Giorgio Arfaras
Oggi va in scena una contrapposizione profonda: quella fra il popolo dei cittadini e il popolo dei creditori – Staatvolke Marktvolk, in linguaggio sofisticato. Il popolo dei cittadini è nazionale, quello dei creditori è internazionale; i creditori “votano” ogni giorno attraverso i mercati definendo il rischio del debito pubblico, i cittadini votano ogni cinque anni definendo le forze al governo. I primi sono interessati ai servizi dello Stato Sociale e non danno peso al meccanismo del loro finanziamento, i secondi sono interessati alla credibilità degli impegni finanziari dello stato e non danno peso alla legittimità politica necessaria per perseguire i propri intendimenti.
I due mondi sono reciprocamente sordi. Per il primo il secondo è composto da cosmopoliti amici dei migranti, per il secondo il primo è affetto da tribalismo. Questa contrapposizione spiega molte delle polemiche odierne.

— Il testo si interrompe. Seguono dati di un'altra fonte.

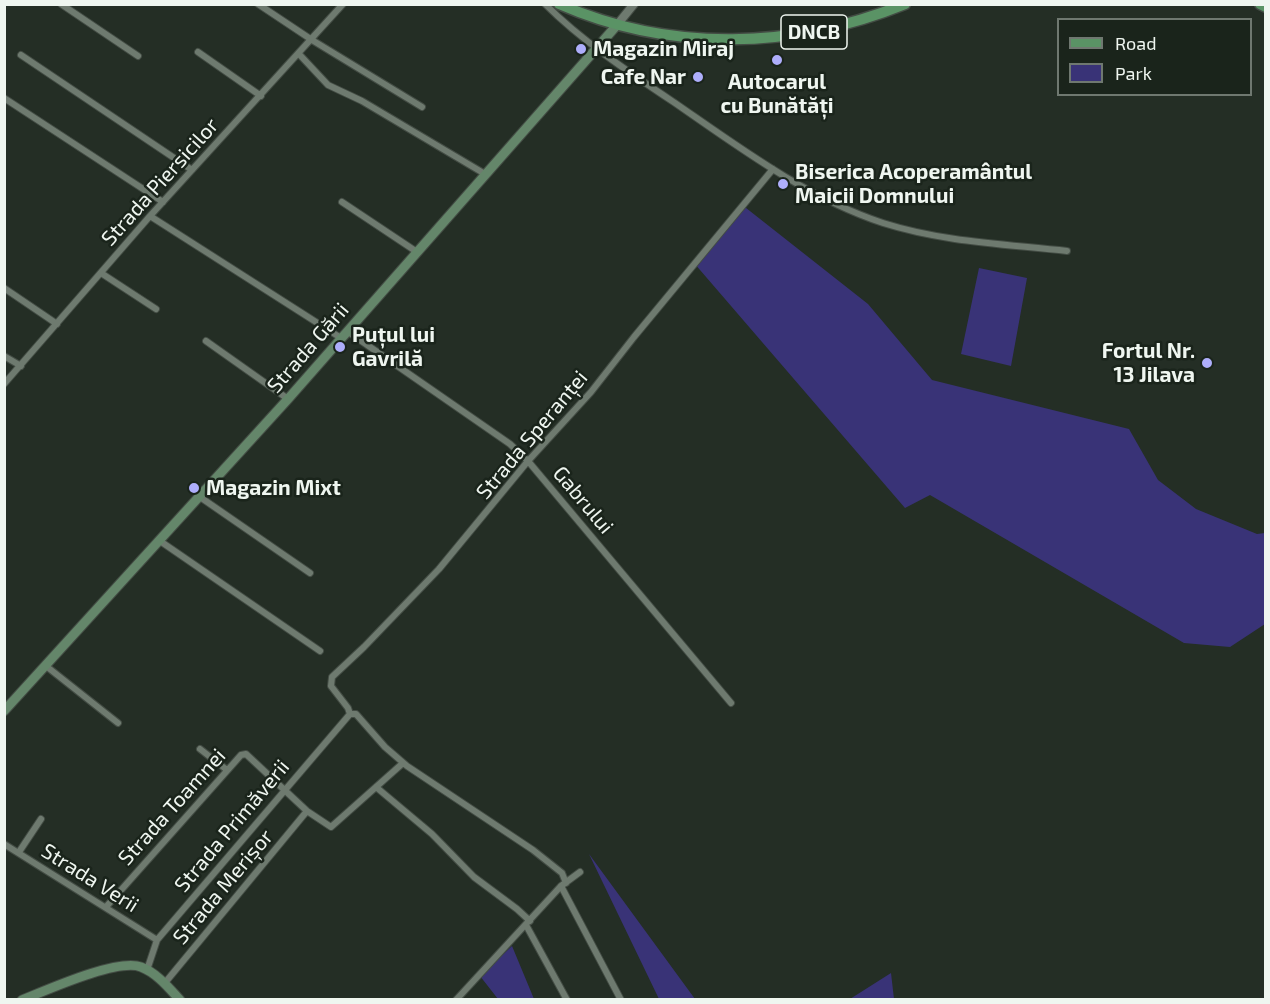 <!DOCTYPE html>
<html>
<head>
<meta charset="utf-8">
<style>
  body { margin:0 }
  #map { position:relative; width:1270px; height:1004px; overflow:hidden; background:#242e25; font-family:"Exo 2",sans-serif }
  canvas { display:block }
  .frame { position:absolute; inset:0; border:6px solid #eff6f0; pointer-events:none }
  .legend { position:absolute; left:1057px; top:18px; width:195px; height:78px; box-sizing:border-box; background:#1a241b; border:2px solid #6f7870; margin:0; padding:8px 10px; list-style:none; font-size:18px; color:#eff6f0 }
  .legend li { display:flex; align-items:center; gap:12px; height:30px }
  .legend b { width:30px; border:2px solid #6f7870 }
</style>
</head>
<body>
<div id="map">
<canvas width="1270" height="1004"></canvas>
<div class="frame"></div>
<ul class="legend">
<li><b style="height:8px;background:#5a9365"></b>Road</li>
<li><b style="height:16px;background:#393377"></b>Park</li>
</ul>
</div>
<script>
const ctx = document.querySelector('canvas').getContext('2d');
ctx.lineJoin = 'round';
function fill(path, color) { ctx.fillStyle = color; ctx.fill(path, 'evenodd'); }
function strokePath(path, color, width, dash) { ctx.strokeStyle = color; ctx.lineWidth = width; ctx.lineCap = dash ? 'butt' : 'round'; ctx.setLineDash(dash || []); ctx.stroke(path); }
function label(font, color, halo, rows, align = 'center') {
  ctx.font = font + ' "Exo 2",sans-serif'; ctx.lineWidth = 5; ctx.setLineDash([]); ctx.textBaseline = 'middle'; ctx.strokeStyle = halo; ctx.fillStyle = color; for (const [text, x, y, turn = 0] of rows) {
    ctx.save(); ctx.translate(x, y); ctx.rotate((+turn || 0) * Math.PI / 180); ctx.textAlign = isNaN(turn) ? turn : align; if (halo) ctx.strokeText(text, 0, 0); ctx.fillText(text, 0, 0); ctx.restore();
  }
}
fill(new Path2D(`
  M741,204l127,100 64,76 197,49 29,51 38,29 61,25 8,-1v91l-35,23 -46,-4 -254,-148 -25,13 -211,-245z
  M979,268l48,10 -16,88 -50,-12z
  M589,854l106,145h-36z
  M512,946l22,53h-36l-18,-23z
  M891,973l3,26h-44z`), '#393377');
const minor = new Path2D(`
  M61,4l77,52
  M258,4l54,36 110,67
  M545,4c38,38 85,69 130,99 65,45 132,95 208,120 60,19 122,21 184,28
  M198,52l63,44
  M299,54l29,31 34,16 123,73
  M21,55l171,115
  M4,98l159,104
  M342,202l75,50
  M150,216l191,122
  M101,273l55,36
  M4,288l53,36
  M347,331l163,113 18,17 203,242
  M206,341l82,58
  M4,356l17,10
  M4,384l146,-168 193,-212
  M200,497l110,76
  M160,541l160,110
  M46,666l72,57
  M350,714l-2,-6 -17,-22 1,-9 32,-30 75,-78 89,-108 63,-69 43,-55 139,-168
  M200,749l27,21
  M376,787l56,47 42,43 43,32 13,12
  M4,844l153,96
  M19,852l22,-33
  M561,886l60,114
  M106,907l135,-152 5,-1 61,57 24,16 72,-64
  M526,925l41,75
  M147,970l10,-30 193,-226h6l29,33 22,19 126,84 29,23 4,10
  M164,984l143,-173
  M456,1000l105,-114 19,-14`);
const tertiary = new Path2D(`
  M617,25l17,-21`);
const secondary = new Path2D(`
  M4,711l284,-312 329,-374
  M22,1000c25,-10 96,-42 119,-33 16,6 28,21 39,33`);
const primary = new Path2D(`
  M559,4c112,49 235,45 346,0
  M1260,4l6,3`);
strokePath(minor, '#434c44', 8);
strokePath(tertiary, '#434c44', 10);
strokePath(secondary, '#434c44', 11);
strokePath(primary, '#434c44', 13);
strokePath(minor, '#6e7a6f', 6);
strokePath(tertiary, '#6e7a6f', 8);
strokePath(secondary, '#64866a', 9);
strokePath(primary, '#5a9365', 10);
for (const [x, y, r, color] of [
  [581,49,6,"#aeaefb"],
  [777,60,6,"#aeaefb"],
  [698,77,6,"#aeaefb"],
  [783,184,6,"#aeaefb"],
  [340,347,6,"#aeaefb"],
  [1207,363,6,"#aeaefb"],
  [194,488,6,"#aeaefb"]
]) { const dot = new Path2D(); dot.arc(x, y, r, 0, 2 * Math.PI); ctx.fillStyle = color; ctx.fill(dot); strokePath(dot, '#1a241b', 2); }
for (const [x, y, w] of [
  [814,32,66]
]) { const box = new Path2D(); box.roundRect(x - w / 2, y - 17, w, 34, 4.5); ctx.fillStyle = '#1a241b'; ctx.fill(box); strokePath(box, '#eff6f0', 1.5); }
label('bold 20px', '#eff6f0', null, [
  ["DNCB",814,32]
]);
label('bold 21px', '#eff6f0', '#1a241b', [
  ["Magazin Miraj",593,49],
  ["Cafe Nar",686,77,"right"],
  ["Autocarul",777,82,"center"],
  ["cu Bunătăți",777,106,"center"],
  ["Biserica Acoperamântul",795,172],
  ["Maicii Domnului",795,196],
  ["Puțul lui",352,335],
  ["Gavrilă",352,359],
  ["Fortul Nr.",1195,351,"right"],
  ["13 Jilava",1195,375,"right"],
  ["Magazin Mixt",206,488]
], 'left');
label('21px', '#eff6f0', '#1a241b', [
  ["Strada Piersicilor",160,182,-48],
  ["Strada Gării",308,348,-49],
  ["Strada Speranței",532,435,-50],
  ["Gabrului",583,500,50],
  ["Strada Toamnei",172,807,-48],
  ["Strada Primăverii",232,826,-50],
  ["Strada Verii",90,878,32],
  ["Strada Merișor",223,887,-50]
]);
</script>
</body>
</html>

Chi afferma “rispondo agli italiani e non ai mercati”, oppure “la Banca d’Italia si presenti alle elezioni” pensa allo Staatvolk, chi teme che il rialzo del costo del debito possa avere un impatto negativo sulla tenuta dei conti pubblici, e quindi sulla propria ricchezza, pensa allo Marktvolk.
Tempo fa non esisteva un astio profondo come quello di oggi verso le classi dirigenti, secondo alcuni spiegabile con una politica economica che privilegia le attività e le rendite finanziarie (dunque, i benestanti) e taglia i servizi con l’austerità contabile, penalizzando il grosso della popolazione.
Da qui il senso di ingiustizia e il ressentiment all’origine del fenomeno “populista”.